**Exercise directions**
Your answer should consist of the lines holding "Hibiscus", copied from the material below.

>>>

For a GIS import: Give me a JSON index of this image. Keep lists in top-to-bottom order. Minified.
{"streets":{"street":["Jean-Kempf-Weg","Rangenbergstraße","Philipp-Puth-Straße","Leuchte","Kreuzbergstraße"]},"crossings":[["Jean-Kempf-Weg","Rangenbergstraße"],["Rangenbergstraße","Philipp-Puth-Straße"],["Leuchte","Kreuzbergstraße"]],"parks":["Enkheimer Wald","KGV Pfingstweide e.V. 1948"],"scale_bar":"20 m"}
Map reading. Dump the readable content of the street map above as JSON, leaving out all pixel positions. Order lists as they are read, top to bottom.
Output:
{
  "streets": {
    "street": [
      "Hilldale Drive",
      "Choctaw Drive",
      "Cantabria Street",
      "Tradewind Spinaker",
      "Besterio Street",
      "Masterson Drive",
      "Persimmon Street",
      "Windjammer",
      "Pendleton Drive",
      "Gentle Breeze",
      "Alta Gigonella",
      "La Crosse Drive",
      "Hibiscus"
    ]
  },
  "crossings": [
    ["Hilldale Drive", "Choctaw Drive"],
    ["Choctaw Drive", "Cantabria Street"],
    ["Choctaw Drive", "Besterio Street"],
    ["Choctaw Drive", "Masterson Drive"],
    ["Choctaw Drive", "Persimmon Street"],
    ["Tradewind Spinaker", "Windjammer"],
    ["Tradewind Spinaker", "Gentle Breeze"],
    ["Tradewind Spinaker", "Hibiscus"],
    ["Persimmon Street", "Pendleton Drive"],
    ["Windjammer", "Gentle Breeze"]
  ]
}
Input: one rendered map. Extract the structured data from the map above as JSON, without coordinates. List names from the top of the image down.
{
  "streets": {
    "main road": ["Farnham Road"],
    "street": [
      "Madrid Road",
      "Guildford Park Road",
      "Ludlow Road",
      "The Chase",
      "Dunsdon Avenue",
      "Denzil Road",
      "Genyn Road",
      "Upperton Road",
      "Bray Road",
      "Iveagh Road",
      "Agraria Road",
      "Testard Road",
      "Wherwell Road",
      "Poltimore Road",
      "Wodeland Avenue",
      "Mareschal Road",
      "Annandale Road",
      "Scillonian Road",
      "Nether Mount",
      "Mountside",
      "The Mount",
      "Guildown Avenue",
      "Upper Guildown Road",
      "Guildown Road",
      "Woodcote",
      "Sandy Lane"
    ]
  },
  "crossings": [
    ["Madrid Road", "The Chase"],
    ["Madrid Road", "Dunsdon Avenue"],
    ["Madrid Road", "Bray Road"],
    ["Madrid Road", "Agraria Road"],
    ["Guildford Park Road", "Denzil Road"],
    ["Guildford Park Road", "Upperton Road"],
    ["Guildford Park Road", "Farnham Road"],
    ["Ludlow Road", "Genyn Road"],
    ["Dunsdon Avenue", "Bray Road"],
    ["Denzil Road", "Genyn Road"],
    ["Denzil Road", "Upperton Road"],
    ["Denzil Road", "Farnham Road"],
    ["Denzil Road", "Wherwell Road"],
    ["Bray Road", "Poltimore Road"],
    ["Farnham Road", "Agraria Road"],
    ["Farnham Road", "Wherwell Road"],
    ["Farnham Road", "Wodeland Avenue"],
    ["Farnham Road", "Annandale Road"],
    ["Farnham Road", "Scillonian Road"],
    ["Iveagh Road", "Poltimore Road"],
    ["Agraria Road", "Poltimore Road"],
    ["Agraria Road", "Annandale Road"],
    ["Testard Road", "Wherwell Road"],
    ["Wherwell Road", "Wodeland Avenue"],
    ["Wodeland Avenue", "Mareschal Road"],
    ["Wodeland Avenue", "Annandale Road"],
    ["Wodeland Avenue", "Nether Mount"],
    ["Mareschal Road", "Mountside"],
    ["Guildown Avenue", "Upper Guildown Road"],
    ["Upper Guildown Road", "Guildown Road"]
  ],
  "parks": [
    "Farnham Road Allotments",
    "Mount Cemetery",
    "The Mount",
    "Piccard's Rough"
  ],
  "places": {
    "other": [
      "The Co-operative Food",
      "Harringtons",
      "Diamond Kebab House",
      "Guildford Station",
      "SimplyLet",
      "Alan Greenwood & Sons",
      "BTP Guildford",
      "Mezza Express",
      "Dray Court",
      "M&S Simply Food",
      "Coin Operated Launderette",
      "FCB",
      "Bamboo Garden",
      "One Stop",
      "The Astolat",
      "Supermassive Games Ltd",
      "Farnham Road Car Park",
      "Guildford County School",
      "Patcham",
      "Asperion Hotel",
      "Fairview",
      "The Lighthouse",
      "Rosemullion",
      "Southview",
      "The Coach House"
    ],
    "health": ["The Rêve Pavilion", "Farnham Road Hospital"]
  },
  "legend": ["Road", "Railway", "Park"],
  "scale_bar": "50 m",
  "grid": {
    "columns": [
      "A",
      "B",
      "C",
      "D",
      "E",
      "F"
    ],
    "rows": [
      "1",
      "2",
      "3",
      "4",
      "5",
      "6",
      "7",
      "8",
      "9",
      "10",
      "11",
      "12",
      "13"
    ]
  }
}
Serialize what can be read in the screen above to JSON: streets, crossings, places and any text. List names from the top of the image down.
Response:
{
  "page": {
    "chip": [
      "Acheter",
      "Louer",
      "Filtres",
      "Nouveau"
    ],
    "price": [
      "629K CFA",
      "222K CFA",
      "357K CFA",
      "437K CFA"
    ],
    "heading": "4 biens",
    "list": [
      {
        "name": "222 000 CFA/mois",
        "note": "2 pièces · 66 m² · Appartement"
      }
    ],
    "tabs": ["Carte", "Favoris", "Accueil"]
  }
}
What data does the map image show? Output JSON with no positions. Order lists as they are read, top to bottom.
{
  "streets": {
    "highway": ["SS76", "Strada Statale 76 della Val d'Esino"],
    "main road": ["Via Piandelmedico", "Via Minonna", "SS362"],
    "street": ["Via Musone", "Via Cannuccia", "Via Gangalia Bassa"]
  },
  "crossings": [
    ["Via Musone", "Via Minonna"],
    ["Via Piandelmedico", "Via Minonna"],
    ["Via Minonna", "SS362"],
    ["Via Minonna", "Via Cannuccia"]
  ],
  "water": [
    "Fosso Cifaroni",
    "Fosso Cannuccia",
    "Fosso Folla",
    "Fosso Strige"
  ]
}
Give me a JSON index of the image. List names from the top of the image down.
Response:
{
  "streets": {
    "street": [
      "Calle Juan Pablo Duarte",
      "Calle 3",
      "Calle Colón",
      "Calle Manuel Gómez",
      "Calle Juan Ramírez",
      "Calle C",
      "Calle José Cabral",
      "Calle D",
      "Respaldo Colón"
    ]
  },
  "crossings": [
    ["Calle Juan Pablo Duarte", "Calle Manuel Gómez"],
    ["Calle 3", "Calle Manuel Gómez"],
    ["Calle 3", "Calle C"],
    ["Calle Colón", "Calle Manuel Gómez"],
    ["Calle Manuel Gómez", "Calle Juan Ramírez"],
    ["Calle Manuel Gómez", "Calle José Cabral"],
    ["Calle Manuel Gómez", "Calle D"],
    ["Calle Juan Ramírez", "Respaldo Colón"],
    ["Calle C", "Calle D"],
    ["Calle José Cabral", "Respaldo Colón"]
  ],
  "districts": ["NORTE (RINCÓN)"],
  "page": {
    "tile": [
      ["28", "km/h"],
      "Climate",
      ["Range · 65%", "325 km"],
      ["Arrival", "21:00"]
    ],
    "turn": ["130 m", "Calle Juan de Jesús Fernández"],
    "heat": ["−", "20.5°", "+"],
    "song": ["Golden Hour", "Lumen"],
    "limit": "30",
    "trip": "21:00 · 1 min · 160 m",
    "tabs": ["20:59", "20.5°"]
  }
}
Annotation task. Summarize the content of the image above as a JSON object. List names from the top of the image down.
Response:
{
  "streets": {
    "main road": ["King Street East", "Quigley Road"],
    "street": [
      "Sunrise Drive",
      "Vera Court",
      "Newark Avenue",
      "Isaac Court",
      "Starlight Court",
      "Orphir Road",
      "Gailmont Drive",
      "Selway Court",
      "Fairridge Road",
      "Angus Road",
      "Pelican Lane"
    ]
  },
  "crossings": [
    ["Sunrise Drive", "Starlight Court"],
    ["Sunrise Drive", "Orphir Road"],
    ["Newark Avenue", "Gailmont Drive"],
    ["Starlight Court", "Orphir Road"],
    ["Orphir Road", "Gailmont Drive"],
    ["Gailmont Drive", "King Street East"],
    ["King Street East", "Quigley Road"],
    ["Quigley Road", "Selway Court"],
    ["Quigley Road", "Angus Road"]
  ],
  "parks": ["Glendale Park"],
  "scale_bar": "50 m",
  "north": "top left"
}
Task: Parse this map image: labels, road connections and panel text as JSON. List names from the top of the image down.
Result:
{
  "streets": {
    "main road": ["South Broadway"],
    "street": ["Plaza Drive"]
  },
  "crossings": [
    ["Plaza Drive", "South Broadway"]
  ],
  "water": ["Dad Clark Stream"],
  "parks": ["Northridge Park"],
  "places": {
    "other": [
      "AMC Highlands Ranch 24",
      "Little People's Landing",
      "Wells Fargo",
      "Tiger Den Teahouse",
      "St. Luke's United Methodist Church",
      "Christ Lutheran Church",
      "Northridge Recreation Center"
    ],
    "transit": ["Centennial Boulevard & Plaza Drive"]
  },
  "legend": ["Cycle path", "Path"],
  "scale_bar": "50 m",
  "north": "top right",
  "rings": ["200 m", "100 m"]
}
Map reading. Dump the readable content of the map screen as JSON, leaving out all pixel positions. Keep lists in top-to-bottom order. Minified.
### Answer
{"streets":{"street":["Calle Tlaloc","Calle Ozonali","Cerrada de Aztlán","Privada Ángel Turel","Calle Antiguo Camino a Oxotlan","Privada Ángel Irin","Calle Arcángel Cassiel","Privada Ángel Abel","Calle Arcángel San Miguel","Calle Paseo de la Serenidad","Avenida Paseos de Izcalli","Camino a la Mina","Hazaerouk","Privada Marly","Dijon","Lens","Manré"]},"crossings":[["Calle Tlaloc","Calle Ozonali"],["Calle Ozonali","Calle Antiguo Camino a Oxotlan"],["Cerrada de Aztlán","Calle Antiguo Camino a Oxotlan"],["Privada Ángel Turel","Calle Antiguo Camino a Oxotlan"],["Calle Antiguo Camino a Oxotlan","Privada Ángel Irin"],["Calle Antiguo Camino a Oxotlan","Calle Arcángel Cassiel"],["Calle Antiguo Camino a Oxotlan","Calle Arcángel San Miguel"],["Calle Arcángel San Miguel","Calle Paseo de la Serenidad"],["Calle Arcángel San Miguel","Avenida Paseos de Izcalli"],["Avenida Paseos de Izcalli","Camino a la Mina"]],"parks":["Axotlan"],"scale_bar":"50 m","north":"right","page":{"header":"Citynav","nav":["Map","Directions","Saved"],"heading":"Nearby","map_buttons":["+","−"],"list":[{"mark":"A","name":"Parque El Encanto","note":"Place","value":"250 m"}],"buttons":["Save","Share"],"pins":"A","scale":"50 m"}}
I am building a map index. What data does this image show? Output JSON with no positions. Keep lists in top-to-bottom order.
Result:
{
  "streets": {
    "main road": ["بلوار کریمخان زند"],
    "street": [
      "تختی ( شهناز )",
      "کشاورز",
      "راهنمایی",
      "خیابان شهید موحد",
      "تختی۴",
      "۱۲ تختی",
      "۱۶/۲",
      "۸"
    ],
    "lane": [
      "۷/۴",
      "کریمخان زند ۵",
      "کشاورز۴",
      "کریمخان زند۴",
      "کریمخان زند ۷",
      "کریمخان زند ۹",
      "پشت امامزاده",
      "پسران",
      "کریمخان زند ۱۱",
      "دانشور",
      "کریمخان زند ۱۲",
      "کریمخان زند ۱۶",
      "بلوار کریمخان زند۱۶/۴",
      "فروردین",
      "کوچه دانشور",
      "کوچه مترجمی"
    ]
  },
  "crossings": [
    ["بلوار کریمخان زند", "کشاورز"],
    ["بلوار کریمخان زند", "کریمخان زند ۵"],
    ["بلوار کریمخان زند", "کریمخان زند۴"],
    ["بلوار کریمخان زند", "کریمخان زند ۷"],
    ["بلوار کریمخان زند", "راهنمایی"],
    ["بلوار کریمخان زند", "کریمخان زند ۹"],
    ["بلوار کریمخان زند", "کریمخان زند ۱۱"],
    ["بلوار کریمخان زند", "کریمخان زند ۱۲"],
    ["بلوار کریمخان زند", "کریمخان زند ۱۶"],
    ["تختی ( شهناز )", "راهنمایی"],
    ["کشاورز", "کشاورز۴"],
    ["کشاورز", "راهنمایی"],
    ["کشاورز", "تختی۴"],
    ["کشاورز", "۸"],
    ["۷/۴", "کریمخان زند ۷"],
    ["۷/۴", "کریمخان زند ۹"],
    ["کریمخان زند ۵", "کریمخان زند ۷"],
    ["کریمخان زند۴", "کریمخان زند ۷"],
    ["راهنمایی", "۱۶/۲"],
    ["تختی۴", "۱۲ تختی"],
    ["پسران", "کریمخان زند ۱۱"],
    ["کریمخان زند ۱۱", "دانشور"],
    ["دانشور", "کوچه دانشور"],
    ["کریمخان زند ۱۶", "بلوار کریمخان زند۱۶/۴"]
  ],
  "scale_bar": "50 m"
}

<<<

**Answer to this exercise**
      "Hibiscus"
    ["Tradewind Spinaker", "Hibiscus"],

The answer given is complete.